In the Senate, Harry Reid is anti-choice and has been rolled by Mitch McConnell and the Republicans at every turn. Moreover, procedure in the Senate is much more amenable to minority priorities. Abortion supporters are hopeful, but nobody is saying with any degree of certitude that HR3 will die in the Senate.
With that in mind, I decided to ask the people in the room if they were willing to withhold their support from the President if he signed the bill if it reached his desk. Nadler dodged the question, saying it was premature. I pointed out that there was a reason he called the press conference: that he didn't wan't to see this bill become law. He stayed silent on the President.

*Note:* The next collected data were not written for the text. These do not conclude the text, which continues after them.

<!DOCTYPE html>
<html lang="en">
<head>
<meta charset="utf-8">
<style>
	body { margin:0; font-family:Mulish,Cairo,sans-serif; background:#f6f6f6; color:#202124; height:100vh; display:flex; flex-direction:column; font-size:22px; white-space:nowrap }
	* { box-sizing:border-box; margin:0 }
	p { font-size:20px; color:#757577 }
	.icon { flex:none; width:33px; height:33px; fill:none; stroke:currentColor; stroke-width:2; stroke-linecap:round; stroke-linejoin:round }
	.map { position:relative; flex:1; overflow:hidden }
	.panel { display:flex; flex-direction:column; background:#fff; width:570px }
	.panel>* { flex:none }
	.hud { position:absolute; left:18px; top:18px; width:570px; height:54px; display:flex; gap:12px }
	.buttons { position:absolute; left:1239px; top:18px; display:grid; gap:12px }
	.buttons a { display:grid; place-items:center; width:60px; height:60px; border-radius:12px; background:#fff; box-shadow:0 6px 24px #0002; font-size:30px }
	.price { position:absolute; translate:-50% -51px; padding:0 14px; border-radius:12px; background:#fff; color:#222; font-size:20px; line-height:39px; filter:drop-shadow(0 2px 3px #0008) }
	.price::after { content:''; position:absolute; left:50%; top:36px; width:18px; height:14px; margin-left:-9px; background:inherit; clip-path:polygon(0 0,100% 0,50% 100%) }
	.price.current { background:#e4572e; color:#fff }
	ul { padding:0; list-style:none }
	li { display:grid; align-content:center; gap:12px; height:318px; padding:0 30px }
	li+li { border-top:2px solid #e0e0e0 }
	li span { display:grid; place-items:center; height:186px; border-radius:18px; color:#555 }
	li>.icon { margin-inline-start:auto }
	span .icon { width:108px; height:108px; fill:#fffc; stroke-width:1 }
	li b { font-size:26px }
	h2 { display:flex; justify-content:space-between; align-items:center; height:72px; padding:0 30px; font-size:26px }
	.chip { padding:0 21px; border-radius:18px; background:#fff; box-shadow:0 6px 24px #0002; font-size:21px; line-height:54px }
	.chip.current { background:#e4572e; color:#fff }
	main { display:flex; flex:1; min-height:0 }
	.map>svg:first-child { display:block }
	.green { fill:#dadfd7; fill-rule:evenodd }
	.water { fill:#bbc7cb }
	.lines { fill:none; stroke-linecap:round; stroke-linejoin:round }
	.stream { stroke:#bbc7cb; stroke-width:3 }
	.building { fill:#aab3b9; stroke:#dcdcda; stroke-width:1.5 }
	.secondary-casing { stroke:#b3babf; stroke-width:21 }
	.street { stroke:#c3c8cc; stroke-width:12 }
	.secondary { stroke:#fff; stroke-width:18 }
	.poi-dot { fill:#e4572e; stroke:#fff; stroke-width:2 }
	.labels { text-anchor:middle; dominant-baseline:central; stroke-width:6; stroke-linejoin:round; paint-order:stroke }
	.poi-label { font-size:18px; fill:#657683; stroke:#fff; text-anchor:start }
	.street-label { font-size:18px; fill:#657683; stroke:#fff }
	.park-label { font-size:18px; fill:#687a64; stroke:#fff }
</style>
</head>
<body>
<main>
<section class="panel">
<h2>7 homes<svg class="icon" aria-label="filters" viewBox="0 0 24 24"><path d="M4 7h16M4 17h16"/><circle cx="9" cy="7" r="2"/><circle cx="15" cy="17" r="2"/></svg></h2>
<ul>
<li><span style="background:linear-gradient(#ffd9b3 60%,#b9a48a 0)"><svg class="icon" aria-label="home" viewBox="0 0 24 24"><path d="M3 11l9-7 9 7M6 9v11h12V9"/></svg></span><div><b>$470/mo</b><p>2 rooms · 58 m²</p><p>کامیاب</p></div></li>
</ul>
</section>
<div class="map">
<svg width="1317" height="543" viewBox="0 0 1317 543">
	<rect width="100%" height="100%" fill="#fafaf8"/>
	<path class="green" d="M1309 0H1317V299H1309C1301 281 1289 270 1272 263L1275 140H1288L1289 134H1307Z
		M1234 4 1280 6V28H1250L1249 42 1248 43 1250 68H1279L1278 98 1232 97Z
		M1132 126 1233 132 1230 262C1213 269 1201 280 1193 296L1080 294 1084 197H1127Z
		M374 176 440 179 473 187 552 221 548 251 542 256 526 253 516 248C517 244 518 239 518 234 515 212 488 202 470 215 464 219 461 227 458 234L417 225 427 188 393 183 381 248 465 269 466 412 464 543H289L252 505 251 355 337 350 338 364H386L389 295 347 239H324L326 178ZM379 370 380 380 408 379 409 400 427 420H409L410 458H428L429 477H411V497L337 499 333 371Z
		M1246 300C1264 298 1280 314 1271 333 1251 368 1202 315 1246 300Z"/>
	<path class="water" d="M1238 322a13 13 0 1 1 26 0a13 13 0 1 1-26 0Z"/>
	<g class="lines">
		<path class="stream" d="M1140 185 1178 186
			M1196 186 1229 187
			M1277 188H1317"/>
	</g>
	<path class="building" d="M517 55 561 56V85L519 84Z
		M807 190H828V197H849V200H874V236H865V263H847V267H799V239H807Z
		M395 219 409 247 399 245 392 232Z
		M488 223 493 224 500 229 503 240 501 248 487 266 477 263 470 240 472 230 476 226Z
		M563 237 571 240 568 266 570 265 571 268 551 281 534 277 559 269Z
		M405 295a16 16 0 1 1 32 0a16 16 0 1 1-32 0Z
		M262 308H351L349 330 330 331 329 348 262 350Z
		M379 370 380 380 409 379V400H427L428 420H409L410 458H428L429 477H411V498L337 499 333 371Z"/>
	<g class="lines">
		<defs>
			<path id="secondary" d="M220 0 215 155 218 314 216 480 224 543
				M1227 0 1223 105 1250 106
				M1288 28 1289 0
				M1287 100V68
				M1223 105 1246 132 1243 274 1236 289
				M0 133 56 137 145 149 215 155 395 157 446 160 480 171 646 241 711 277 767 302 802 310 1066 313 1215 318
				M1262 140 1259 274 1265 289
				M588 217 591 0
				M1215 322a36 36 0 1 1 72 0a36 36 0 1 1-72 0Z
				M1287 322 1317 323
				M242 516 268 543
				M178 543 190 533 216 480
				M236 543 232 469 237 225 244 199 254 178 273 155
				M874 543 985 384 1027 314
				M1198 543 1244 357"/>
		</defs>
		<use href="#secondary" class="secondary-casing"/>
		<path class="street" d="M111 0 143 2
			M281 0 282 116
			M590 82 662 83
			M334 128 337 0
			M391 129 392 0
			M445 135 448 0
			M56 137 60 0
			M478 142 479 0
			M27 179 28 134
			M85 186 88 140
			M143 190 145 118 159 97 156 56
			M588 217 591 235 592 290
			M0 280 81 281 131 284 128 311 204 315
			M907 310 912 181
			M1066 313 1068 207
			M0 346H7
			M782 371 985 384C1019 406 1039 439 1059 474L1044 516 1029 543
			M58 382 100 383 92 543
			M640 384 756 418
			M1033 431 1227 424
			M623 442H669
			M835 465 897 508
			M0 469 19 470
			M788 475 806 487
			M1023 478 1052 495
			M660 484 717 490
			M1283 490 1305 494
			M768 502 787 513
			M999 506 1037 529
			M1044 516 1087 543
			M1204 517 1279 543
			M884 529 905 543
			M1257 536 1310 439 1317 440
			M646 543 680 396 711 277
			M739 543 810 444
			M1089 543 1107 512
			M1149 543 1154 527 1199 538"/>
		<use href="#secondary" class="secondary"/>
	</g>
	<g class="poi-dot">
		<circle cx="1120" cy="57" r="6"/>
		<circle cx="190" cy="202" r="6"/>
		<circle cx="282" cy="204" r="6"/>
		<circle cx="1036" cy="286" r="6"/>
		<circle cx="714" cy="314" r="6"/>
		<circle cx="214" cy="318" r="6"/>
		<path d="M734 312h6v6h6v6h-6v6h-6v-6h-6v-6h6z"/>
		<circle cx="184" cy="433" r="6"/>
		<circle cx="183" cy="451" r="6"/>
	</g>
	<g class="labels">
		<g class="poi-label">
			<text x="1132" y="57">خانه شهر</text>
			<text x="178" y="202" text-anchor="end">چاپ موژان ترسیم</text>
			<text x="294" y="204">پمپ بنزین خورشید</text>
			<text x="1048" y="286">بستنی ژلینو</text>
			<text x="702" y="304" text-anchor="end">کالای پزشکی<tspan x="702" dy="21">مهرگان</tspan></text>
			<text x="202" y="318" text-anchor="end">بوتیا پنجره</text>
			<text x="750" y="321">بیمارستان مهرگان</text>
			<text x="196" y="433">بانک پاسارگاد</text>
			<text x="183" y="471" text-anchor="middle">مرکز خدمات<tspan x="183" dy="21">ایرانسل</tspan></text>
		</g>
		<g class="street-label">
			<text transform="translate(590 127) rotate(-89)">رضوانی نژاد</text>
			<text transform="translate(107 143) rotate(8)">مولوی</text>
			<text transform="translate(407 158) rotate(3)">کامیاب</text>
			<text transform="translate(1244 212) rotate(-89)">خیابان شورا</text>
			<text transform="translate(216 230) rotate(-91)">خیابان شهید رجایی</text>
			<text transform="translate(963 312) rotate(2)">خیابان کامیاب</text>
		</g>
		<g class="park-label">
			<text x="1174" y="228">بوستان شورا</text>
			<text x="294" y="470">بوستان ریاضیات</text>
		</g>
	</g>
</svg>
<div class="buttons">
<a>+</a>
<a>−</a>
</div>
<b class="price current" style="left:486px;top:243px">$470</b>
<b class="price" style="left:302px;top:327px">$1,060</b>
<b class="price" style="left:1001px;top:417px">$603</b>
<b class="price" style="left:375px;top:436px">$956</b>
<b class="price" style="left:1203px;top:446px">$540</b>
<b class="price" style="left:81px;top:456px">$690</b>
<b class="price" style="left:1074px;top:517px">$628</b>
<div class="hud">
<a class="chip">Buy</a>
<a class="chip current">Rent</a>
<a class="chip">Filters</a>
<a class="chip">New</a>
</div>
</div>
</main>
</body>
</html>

Soon afterward, the press conference ended. I approached Nancy Keenan, President of National NARAL. I asked her if this bill was important enough for NARAL to tell Obama they'd sit out the election if Obama signed it. She said she has confidence in the President and his pro-choice commitment. I pointed out Stupak and the Executive Order the President issued after the health care bill passed. Keenan continued to defend the President.
It was odd for me to watch several Representatives criticize Republicans in extraordinary terms and demonstrate that they had a full understanding of exactly how pernicious and dangerous HR3 is to women, but then refuse to draw a line in the sand where it matters most: at the President's desk. Either HR3 is atrocious, or it isn't. And if it is as bad as the Members say it is, women like Dana Weinstein are going to want to know why Democrats didn't do everything they could to keep it from becoming law.